[Data entries]
● ● ● ● ●

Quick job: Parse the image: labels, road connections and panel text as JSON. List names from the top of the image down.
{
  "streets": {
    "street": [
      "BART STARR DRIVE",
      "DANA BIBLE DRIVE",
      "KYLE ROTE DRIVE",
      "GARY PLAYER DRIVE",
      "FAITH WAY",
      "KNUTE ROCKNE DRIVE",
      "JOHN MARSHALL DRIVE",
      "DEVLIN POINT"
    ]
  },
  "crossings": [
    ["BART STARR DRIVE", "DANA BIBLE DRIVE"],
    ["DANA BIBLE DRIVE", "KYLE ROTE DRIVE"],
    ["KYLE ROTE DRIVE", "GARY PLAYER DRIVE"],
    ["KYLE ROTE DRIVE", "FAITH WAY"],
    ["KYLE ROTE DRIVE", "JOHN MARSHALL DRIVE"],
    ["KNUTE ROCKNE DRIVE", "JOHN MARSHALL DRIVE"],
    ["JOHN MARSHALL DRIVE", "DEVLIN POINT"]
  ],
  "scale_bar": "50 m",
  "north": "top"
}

● ● ● ● ●

▸ **Your objective**: Look through the records and copy every line that has the word "DEVLIN".

▸ **Solution**:
      "DEVLIN POINT"
    ["JOHN MARSHALL DRIVE", "DEVLIN POINT"]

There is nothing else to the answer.